▼

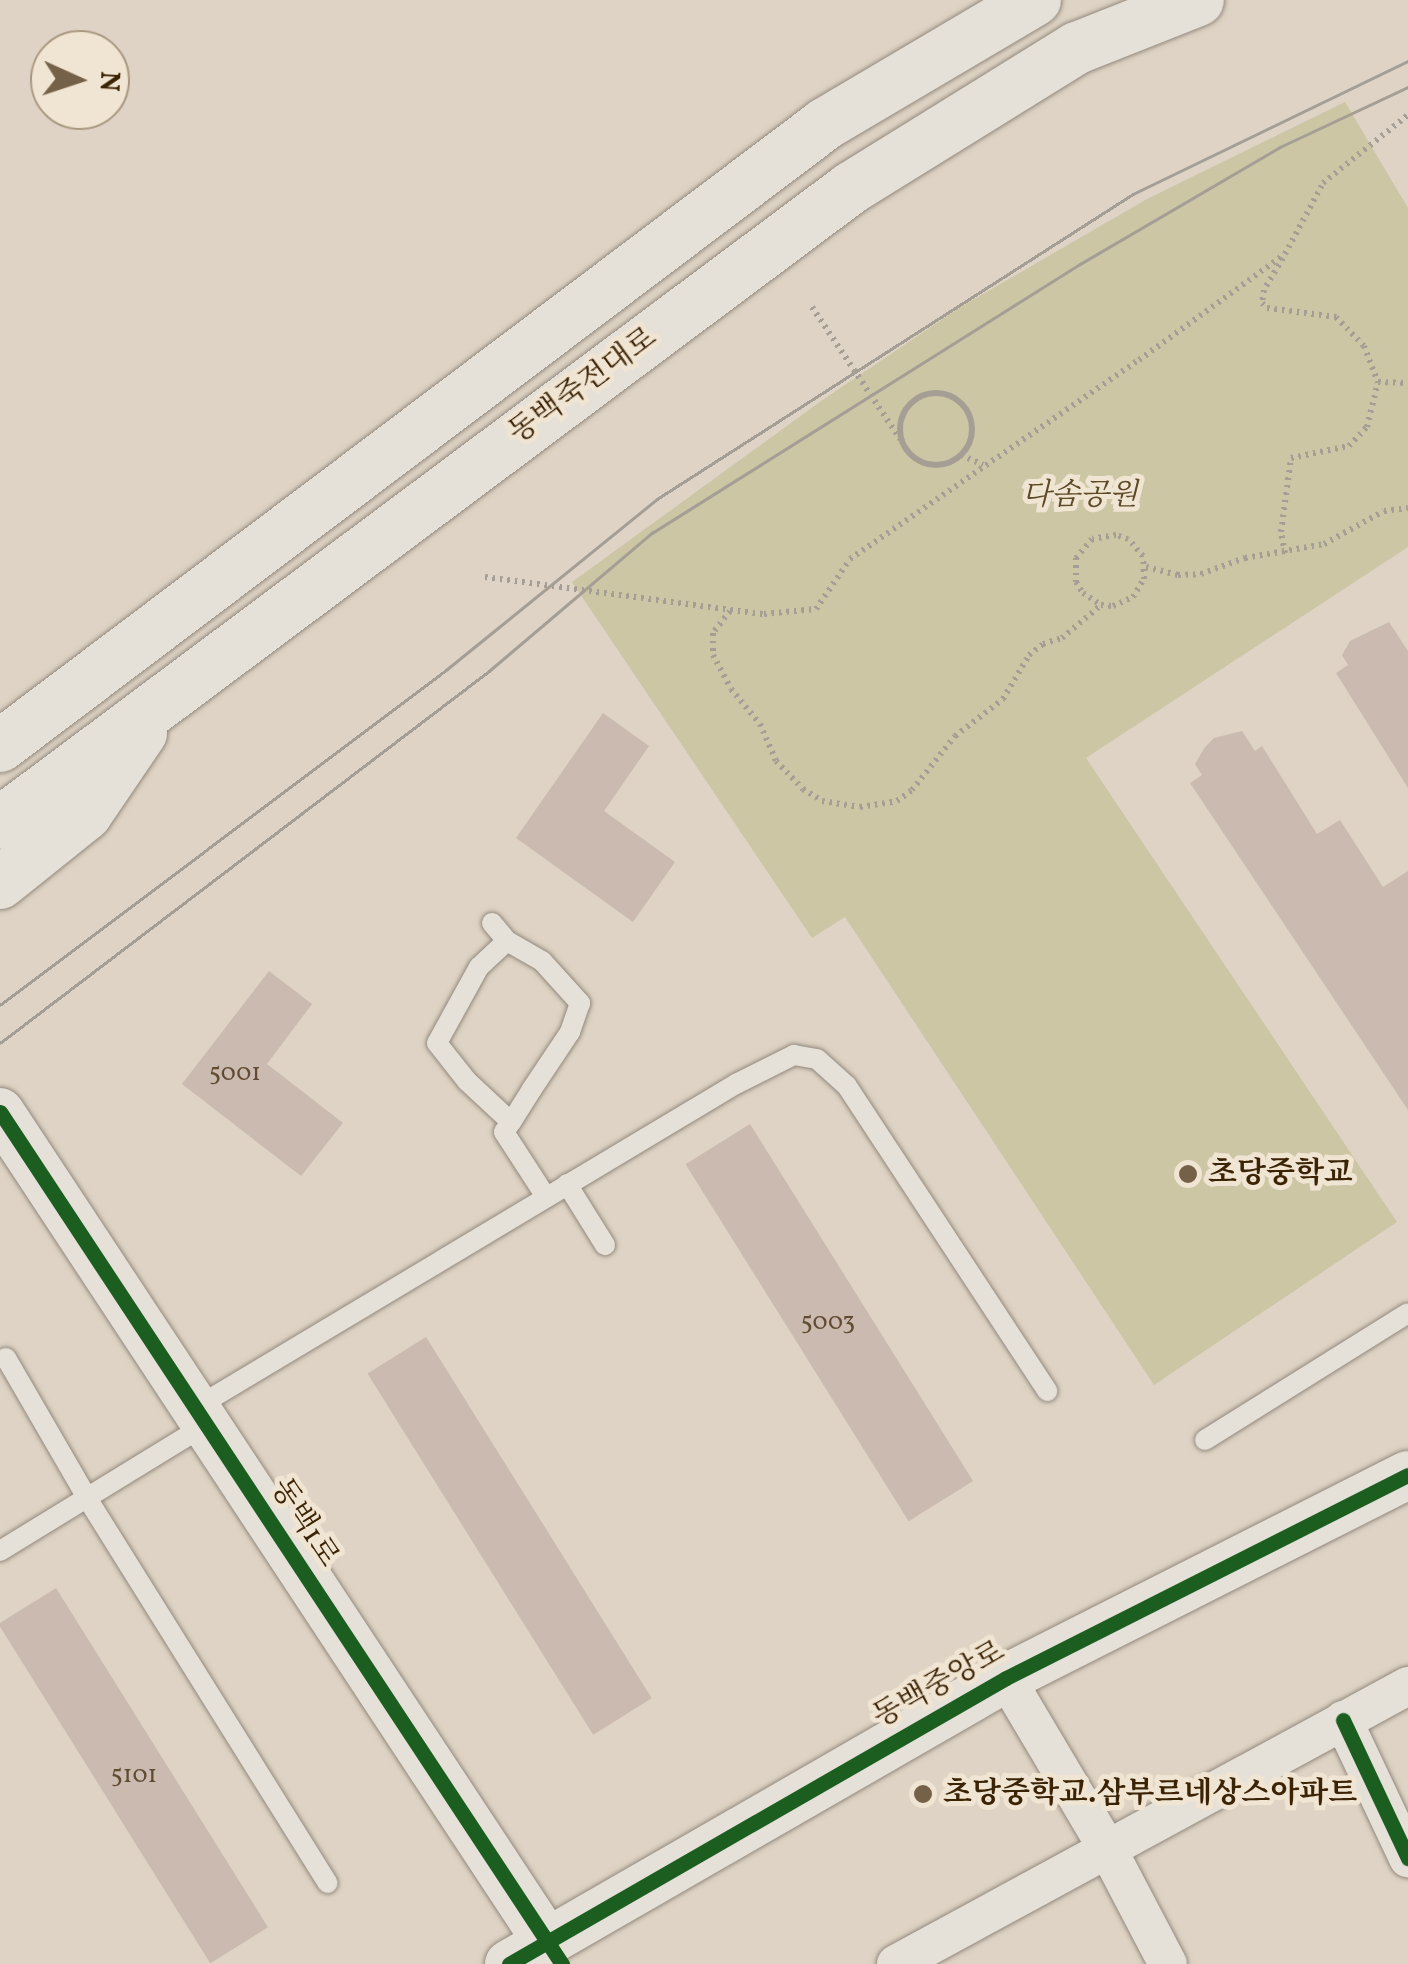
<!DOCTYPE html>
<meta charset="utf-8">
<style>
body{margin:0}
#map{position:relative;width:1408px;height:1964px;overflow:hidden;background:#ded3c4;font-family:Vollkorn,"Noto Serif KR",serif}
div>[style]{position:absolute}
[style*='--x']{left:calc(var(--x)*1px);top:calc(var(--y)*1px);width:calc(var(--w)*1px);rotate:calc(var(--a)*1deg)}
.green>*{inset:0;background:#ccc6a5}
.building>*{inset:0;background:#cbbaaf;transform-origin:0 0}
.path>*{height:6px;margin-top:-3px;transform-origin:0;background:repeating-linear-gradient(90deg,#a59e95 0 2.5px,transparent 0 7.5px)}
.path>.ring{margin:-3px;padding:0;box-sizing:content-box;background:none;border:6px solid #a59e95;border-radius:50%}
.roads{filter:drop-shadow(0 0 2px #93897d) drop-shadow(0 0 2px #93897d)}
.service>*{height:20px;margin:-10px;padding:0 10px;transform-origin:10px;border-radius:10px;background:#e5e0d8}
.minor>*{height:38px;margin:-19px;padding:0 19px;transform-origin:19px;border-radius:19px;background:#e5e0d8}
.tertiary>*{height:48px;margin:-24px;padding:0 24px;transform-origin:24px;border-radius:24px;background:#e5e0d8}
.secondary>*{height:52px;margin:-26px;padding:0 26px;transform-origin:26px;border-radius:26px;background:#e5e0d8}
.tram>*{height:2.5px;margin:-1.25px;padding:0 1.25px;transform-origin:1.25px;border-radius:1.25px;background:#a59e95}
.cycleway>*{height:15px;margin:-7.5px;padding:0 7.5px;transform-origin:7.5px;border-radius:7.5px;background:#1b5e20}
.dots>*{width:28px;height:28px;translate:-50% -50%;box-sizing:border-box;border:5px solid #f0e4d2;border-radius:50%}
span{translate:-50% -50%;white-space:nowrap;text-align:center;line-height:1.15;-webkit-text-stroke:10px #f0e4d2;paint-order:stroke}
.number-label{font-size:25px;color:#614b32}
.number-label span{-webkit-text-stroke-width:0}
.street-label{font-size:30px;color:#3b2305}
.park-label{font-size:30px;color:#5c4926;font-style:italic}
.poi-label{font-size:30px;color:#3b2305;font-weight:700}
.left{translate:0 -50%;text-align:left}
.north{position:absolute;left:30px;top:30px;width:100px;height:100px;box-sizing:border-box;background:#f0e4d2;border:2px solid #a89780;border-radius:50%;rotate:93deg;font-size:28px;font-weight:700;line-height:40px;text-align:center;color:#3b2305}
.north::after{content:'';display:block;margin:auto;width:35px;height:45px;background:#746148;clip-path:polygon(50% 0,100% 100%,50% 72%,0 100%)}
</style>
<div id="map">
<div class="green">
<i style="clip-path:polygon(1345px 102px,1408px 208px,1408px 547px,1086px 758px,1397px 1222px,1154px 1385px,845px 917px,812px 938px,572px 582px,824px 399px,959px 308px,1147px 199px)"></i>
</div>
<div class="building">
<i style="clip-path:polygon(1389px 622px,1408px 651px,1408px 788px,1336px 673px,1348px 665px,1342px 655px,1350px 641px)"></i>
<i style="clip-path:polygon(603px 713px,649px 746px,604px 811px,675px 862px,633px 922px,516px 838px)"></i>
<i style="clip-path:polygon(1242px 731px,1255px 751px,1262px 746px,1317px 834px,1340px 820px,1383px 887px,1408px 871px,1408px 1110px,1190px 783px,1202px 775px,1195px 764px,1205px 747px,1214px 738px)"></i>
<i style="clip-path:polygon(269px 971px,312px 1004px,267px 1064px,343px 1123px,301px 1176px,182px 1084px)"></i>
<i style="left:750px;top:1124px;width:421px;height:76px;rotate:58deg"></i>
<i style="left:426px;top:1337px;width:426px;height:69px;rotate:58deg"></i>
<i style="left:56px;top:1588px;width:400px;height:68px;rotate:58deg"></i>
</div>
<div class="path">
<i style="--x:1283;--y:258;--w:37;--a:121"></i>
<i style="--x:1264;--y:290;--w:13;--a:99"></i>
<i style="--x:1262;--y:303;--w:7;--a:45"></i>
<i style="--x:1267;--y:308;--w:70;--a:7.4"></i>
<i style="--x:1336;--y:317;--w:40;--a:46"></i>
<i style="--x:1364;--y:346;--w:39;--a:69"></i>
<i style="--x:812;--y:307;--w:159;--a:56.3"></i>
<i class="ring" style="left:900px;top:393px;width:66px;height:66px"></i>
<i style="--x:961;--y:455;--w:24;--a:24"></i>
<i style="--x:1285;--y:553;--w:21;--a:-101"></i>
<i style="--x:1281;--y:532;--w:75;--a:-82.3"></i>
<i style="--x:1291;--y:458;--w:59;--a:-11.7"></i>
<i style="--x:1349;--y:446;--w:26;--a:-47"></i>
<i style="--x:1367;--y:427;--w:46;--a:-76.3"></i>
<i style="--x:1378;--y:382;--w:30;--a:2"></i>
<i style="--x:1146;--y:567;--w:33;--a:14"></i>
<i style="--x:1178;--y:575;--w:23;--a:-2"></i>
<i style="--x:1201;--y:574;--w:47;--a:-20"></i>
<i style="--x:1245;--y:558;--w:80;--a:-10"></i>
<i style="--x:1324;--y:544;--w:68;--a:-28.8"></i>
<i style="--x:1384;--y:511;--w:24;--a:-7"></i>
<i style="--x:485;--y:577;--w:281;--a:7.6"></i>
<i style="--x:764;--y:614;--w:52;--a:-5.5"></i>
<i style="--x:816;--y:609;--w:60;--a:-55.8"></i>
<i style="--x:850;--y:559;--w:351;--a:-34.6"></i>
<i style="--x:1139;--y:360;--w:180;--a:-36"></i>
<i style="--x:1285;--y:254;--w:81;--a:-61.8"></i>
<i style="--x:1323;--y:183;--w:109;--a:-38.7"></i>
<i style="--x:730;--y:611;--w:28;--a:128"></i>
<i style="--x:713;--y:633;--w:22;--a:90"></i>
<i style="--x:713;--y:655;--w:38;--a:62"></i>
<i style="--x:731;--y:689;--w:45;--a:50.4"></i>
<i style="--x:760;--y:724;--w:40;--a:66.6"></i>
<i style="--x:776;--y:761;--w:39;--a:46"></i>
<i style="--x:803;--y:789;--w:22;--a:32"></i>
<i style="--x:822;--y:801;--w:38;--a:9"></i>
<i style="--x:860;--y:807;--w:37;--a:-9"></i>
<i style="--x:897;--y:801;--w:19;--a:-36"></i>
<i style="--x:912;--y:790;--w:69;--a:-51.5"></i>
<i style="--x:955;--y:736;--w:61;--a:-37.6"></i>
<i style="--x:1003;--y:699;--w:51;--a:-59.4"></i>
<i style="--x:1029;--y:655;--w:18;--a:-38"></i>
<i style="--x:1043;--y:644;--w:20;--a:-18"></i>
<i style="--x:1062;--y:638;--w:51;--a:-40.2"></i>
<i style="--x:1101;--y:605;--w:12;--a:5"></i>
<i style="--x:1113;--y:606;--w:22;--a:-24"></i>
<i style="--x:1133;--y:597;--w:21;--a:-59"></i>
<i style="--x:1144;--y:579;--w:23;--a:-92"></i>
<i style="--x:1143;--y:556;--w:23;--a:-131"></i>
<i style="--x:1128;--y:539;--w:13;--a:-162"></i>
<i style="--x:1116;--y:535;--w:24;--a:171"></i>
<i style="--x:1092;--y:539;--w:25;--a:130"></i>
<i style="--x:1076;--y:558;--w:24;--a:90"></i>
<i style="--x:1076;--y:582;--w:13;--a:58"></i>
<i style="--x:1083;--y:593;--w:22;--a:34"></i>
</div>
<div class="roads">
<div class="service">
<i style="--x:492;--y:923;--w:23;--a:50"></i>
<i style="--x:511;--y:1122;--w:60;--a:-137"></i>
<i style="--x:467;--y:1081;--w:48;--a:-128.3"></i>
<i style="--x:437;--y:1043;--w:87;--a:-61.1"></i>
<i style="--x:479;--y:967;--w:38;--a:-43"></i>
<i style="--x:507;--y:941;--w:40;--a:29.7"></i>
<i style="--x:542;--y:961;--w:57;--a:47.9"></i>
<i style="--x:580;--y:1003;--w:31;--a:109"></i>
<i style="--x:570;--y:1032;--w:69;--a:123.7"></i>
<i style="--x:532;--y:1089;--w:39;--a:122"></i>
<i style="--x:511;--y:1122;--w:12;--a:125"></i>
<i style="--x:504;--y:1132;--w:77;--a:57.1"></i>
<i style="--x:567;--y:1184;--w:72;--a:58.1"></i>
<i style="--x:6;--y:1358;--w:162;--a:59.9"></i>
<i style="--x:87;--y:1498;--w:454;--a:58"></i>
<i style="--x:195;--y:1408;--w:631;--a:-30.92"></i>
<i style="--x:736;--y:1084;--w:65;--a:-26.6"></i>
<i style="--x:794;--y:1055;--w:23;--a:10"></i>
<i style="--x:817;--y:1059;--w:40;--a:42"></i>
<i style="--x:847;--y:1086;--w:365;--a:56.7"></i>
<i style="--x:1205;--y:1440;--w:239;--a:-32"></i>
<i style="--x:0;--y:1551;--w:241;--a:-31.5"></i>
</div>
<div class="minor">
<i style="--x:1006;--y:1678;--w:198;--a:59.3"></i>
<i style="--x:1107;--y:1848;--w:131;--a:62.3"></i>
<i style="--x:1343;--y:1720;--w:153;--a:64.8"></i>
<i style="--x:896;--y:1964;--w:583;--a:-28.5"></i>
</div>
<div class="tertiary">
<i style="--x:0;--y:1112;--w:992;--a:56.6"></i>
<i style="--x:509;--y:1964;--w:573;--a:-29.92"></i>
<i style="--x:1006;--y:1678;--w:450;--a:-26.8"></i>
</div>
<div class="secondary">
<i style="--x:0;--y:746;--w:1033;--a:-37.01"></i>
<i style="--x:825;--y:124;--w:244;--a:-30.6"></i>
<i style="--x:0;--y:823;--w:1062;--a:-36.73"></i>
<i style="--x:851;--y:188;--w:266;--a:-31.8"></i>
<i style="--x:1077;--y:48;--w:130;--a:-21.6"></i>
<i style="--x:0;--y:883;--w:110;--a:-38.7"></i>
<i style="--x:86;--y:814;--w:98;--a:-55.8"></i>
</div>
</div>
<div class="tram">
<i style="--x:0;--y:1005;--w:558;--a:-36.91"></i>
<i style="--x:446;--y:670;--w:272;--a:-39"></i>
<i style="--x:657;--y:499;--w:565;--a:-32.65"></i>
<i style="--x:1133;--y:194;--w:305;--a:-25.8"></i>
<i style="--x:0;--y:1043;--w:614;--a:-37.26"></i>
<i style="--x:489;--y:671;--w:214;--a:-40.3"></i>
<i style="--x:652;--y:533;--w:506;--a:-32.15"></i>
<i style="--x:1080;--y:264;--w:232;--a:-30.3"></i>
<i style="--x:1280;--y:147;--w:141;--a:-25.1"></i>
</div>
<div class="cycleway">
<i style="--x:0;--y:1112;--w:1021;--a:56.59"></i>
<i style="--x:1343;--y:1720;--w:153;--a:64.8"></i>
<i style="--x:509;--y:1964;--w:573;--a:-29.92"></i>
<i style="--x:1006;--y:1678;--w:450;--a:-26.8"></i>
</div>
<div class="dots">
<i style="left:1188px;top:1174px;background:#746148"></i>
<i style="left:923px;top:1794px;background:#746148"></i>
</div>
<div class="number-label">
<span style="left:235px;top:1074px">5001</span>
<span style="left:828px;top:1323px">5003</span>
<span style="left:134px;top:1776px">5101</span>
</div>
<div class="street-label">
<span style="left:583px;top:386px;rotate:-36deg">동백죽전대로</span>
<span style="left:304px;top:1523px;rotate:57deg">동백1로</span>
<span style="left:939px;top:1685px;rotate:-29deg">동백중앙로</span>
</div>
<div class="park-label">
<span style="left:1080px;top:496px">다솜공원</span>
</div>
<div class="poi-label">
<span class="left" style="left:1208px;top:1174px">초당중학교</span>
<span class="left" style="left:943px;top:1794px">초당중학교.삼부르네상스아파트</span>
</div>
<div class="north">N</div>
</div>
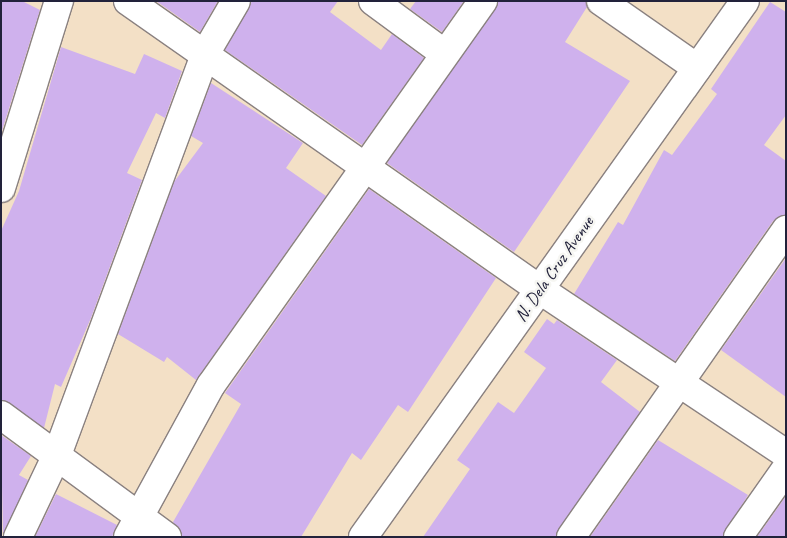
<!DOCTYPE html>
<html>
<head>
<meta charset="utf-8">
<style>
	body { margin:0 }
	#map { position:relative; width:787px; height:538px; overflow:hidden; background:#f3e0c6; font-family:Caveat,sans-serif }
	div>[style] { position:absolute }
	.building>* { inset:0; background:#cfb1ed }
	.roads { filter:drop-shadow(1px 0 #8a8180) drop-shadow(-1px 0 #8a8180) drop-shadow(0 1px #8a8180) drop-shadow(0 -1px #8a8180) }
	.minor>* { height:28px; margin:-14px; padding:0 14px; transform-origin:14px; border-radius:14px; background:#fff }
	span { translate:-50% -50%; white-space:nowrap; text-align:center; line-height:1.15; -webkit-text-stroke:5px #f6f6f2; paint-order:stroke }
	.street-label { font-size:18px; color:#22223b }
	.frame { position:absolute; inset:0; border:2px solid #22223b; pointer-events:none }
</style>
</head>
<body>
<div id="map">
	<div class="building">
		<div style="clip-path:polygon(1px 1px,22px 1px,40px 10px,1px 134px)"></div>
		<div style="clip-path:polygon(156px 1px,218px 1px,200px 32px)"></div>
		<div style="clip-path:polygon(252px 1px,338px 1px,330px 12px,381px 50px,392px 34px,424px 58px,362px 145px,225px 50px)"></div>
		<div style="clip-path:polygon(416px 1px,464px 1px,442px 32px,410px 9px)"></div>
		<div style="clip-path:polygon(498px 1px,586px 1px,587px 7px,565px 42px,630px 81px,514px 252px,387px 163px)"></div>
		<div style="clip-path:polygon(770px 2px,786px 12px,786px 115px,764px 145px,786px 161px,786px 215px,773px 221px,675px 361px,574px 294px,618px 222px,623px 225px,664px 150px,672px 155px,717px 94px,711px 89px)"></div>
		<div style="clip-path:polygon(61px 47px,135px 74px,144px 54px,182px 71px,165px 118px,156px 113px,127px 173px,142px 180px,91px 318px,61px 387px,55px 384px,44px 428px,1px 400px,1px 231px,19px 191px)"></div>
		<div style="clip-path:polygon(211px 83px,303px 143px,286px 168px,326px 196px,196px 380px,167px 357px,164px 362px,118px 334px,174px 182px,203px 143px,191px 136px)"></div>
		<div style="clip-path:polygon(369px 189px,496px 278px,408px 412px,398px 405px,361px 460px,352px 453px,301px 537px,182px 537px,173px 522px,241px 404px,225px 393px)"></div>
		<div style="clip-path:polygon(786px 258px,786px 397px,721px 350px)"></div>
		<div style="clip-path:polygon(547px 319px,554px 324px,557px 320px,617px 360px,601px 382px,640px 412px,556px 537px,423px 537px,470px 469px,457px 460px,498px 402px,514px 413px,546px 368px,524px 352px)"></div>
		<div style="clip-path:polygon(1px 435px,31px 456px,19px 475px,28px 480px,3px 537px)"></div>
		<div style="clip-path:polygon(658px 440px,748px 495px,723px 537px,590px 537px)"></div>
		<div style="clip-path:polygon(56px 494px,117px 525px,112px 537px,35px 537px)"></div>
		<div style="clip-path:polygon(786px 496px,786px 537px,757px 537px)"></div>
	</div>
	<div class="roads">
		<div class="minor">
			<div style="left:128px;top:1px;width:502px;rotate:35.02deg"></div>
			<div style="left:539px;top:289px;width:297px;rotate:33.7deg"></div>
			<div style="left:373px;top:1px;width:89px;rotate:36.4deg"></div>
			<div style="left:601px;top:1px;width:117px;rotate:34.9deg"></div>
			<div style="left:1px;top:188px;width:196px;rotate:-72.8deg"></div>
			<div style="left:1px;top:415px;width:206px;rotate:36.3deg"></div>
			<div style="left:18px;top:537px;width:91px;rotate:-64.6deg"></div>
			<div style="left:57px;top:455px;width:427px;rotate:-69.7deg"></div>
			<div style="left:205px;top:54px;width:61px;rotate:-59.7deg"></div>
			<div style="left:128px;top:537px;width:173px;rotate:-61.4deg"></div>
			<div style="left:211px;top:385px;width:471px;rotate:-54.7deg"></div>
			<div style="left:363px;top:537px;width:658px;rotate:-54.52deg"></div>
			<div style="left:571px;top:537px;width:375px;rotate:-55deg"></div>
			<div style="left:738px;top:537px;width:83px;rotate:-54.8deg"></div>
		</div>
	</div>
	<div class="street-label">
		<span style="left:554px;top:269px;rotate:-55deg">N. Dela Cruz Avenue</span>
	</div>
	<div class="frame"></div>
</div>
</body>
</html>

▲

● Task to complete
Only one thing belongs in the reply: the exact lines of the listing above, from the one with "Dela Cruz Avenue</span>" through its last line.

● Response
		<span style="left:554px;top:269px;rotate:-55deg">N. Dela Cruz Avenue</span>
	</div>
	<div class="frame"></div>
</div>
</body>
</html>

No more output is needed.